What is expected:
In the records below, find every line with the word "stream" and copy it.

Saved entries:
--- START ---

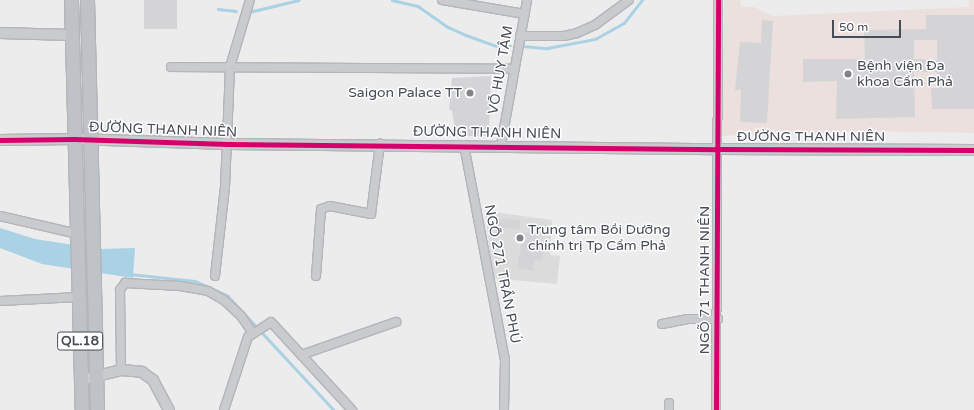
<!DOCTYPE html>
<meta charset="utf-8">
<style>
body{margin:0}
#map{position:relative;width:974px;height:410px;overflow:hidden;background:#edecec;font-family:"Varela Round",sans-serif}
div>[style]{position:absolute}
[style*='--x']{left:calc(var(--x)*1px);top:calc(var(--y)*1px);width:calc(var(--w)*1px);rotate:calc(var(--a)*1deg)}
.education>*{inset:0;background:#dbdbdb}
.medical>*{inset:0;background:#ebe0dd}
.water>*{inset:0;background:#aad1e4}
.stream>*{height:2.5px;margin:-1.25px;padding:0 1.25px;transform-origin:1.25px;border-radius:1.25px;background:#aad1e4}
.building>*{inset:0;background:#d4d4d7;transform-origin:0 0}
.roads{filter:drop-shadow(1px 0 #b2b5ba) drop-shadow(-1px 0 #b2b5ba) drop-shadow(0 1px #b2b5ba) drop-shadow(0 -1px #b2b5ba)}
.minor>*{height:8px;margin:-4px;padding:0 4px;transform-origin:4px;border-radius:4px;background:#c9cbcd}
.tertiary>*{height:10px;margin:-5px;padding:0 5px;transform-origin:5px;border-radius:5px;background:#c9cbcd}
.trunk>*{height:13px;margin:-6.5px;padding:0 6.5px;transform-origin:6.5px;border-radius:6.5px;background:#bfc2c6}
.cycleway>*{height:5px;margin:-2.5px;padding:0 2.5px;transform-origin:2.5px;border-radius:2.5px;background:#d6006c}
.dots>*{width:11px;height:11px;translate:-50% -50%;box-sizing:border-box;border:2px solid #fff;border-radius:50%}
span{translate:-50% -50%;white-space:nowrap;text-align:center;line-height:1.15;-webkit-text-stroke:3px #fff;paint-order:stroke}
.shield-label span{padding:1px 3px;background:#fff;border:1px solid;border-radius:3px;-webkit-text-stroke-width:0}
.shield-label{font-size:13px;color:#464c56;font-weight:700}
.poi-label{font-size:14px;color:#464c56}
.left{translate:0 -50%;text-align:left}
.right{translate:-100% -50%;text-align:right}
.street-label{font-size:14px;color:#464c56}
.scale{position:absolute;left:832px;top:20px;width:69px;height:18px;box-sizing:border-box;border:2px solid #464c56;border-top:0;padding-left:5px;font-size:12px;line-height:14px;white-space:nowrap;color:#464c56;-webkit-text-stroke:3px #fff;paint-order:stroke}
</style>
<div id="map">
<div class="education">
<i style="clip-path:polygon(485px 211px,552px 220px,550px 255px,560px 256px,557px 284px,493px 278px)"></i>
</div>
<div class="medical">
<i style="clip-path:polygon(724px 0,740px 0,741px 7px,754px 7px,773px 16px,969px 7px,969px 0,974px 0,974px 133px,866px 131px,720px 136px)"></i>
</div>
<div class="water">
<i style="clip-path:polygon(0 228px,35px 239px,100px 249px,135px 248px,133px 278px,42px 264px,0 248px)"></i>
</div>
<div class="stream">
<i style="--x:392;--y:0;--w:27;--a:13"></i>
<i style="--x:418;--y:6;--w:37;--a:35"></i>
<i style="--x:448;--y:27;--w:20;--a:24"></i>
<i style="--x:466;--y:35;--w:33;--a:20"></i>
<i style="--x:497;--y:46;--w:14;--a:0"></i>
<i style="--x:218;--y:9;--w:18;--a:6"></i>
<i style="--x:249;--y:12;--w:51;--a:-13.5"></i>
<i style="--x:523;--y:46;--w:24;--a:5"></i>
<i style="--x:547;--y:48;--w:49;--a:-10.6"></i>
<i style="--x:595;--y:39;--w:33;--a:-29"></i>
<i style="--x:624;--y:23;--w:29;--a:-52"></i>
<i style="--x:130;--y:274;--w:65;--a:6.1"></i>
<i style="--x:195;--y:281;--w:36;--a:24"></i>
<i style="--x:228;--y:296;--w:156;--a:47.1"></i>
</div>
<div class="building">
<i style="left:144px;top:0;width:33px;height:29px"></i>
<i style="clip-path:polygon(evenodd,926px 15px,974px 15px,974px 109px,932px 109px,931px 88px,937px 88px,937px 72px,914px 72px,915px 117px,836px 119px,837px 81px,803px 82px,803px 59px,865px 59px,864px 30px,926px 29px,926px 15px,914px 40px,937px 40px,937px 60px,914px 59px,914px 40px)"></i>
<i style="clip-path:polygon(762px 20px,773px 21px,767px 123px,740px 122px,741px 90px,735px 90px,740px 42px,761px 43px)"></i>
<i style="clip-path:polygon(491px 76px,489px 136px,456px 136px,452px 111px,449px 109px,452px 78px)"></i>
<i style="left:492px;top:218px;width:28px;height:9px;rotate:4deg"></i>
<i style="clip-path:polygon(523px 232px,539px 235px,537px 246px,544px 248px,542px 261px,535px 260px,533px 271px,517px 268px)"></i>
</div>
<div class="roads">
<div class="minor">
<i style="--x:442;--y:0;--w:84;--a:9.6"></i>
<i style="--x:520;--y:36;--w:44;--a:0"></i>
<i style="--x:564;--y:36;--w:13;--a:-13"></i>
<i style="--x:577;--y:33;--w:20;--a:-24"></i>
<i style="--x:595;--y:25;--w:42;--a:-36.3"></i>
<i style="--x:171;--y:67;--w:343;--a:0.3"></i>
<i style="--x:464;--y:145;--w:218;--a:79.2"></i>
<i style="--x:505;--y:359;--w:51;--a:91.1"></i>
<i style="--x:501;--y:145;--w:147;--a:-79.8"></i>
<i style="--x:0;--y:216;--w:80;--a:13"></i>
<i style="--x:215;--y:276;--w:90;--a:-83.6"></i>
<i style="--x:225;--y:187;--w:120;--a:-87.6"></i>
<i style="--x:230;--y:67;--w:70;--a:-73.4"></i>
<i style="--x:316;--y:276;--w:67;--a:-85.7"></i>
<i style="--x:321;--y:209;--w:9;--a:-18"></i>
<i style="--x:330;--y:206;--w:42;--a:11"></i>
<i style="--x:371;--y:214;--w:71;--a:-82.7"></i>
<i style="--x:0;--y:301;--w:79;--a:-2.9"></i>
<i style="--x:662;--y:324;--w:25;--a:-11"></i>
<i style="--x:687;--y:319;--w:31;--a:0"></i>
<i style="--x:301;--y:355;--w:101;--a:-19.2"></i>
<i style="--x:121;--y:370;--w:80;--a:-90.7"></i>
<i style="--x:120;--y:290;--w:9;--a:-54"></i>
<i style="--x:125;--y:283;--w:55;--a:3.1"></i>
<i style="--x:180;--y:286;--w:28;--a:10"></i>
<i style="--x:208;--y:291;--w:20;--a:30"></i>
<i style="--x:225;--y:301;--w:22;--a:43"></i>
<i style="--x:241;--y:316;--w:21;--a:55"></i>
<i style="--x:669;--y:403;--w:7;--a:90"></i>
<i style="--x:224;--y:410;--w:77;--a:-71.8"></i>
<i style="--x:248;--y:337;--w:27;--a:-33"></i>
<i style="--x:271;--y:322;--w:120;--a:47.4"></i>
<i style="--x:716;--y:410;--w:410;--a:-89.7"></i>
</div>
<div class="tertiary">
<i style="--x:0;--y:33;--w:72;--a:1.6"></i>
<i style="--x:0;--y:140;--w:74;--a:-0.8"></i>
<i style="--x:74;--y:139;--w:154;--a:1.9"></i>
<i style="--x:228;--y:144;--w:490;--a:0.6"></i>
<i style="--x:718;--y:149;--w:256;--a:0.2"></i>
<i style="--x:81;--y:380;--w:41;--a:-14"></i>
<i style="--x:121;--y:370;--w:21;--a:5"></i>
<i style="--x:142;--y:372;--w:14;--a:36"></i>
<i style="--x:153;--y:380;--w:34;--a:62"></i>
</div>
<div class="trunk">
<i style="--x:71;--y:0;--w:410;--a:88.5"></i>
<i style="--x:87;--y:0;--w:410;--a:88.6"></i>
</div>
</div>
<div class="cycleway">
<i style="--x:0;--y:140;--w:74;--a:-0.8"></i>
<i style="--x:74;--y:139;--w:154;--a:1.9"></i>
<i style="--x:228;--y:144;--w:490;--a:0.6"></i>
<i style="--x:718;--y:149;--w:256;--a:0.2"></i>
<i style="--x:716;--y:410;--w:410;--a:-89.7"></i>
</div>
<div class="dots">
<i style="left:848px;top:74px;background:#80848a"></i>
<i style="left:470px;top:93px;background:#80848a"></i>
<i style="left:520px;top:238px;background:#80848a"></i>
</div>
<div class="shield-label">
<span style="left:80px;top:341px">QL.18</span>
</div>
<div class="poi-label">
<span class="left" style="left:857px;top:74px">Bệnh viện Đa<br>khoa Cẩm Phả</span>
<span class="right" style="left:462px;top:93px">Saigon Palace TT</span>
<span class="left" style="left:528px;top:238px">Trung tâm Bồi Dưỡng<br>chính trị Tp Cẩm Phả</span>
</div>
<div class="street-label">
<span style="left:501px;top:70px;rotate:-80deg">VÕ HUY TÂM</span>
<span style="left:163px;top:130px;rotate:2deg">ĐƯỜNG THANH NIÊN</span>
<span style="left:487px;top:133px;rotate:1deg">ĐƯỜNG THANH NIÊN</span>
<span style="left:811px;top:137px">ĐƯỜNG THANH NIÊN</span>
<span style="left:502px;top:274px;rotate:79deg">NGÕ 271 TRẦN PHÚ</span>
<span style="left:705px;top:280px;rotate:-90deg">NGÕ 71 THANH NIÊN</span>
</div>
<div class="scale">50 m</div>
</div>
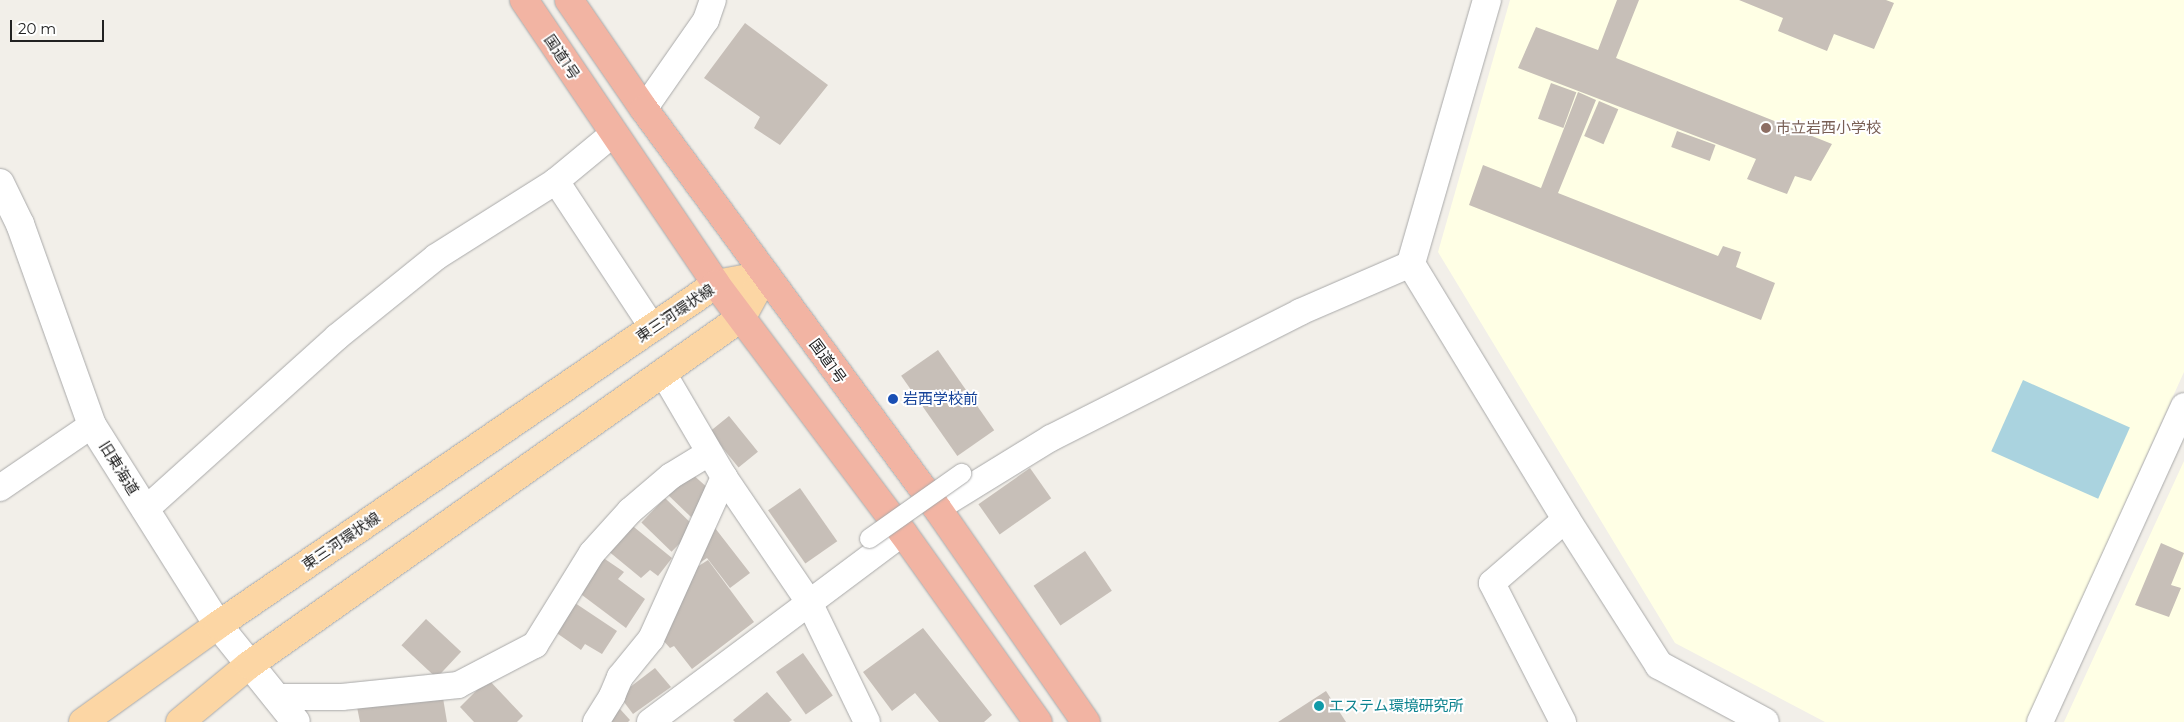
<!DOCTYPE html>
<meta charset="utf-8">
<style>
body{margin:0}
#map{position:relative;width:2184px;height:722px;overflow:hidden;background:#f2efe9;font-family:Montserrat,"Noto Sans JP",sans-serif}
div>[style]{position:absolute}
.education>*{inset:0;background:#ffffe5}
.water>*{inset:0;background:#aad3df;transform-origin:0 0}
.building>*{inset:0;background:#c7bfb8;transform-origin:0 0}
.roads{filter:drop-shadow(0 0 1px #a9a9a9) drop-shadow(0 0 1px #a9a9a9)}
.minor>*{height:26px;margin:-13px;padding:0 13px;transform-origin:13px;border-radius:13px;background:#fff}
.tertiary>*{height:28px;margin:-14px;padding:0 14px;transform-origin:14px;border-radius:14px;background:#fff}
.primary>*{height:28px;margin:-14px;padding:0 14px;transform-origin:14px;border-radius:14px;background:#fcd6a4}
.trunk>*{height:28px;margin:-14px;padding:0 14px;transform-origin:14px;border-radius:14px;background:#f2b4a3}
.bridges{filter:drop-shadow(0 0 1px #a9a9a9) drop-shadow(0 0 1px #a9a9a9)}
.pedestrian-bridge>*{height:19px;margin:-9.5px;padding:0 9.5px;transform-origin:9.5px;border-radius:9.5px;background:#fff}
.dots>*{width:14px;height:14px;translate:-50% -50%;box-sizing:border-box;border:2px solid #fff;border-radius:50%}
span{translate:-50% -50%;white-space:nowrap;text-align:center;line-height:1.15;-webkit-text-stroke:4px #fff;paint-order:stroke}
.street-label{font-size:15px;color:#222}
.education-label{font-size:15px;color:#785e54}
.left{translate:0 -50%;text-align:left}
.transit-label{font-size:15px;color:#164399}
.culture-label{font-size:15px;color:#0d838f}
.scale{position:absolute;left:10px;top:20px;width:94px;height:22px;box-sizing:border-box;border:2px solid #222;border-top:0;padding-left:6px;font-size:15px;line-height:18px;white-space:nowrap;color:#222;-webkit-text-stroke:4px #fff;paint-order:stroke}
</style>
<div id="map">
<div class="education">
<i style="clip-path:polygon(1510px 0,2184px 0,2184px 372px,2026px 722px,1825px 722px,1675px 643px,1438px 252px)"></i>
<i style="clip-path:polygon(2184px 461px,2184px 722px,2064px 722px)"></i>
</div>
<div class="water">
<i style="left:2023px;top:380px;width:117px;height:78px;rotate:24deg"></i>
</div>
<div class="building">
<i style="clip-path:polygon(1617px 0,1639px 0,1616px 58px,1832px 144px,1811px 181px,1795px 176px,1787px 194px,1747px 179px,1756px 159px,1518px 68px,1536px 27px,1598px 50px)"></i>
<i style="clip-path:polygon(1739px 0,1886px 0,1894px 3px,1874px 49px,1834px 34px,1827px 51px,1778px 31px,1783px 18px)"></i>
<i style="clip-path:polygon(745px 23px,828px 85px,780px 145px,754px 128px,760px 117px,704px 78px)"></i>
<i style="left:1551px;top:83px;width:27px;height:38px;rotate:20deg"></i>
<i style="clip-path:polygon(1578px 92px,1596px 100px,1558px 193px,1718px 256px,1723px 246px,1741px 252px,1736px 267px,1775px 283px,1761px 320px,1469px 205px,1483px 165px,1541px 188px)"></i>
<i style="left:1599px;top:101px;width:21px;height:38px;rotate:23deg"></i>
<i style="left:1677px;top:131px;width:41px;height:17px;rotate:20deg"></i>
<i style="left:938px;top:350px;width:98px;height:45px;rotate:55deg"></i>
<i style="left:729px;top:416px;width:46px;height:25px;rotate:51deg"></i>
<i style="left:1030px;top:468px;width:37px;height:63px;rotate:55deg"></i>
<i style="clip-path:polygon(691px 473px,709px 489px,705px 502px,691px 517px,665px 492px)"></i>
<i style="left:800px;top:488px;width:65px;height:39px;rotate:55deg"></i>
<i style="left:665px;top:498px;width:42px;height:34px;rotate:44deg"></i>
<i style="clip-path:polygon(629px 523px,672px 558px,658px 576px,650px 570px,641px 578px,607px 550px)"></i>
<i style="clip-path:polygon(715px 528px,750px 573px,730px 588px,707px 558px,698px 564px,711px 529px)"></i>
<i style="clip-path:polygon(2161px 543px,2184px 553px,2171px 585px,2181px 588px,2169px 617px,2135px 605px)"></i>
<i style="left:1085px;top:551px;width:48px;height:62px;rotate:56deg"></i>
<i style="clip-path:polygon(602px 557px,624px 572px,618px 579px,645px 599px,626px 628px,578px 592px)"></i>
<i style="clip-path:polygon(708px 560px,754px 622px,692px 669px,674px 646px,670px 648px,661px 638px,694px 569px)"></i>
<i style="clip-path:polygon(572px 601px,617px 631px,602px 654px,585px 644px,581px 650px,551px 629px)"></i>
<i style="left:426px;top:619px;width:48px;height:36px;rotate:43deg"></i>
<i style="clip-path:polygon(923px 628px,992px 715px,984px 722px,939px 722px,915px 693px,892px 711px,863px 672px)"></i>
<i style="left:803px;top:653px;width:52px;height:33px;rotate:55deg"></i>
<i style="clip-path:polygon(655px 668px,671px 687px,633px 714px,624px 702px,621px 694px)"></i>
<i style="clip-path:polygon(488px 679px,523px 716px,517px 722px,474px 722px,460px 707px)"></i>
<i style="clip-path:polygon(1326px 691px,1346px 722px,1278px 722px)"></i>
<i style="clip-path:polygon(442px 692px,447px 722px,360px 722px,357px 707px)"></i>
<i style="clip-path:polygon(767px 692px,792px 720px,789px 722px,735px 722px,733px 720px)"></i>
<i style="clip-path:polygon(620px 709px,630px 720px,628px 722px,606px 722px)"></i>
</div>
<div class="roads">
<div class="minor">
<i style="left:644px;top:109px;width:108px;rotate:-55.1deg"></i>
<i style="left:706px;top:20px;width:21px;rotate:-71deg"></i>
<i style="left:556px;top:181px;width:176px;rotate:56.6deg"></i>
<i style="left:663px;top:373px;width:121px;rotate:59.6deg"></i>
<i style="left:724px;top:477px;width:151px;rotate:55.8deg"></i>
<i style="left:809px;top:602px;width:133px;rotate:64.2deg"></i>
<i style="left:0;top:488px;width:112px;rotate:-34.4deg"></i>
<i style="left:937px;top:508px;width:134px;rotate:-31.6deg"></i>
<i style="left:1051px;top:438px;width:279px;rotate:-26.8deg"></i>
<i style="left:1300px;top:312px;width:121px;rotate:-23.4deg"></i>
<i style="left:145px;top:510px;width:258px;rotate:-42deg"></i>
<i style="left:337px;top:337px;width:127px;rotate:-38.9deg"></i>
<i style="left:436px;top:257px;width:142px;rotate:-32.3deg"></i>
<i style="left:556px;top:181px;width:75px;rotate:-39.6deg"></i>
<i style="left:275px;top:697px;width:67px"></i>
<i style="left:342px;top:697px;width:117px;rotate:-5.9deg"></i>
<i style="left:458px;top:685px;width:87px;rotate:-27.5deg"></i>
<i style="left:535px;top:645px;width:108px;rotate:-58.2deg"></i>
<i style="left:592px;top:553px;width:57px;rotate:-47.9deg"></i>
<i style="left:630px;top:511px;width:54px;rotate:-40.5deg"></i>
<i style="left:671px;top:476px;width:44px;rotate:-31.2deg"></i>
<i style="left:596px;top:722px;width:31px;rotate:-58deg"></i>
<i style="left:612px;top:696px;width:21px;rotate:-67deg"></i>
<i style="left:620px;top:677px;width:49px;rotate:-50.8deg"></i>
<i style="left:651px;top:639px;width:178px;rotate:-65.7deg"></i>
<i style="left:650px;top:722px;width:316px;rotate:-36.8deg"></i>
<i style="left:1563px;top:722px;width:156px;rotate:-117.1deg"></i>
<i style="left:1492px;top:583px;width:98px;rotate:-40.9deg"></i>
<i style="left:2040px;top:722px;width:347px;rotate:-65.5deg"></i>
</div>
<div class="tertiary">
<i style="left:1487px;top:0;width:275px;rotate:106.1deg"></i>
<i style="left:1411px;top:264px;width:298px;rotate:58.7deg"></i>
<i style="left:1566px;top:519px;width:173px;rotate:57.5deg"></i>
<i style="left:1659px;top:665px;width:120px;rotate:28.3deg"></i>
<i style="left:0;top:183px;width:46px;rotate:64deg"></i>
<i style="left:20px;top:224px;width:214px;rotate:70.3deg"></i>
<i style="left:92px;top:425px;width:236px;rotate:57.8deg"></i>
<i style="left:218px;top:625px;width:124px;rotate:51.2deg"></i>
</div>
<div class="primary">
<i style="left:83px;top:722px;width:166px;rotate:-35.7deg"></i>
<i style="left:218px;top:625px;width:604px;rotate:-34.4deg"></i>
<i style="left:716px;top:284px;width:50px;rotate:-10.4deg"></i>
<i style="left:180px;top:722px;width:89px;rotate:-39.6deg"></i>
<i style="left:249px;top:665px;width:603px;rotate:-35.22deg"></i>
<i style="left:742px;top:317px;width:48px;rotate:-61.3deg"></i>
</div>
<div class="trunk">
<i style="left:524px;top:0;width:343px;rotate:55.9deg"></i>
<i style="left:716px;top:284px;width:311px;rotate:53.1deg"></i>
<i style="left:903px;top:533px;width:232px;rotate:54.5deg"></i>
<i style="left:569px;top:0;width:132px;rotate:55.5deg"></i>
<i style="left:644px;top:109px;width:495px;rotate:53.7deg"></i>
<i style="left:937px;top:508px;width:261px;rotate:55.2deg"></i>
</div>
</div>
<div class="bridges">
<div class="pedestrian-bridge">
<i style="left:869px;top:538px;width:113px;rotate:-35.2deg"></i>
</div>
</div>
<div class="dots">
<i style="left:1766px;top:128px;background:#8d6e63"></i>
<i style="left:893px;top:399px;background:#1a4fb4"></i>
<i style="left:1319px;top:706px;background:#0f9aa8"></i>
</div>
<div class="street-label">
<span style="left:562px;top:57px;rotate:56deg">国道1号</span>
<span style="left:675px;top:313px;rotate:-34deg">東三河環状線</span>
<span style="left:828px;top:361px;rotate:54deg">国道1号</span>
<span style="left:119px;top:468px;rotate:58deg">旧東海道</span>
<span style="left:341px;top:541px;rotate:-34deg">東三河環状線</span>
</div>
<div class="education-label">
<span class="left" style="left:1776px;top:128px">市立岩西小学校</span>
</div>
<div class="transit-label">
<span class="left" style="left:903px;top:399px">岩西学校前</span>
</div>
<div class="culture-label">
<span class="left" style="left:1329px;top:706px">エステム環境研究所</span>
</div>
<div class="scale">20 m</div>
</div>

--- END ---

Answer for the task:
.stream>*{height:2.5px;margin:-1.25px;padding:0 1.25px;transform-origin:1.25px;border-radius:1.25px;background:#aad1e4}
<div class="stream">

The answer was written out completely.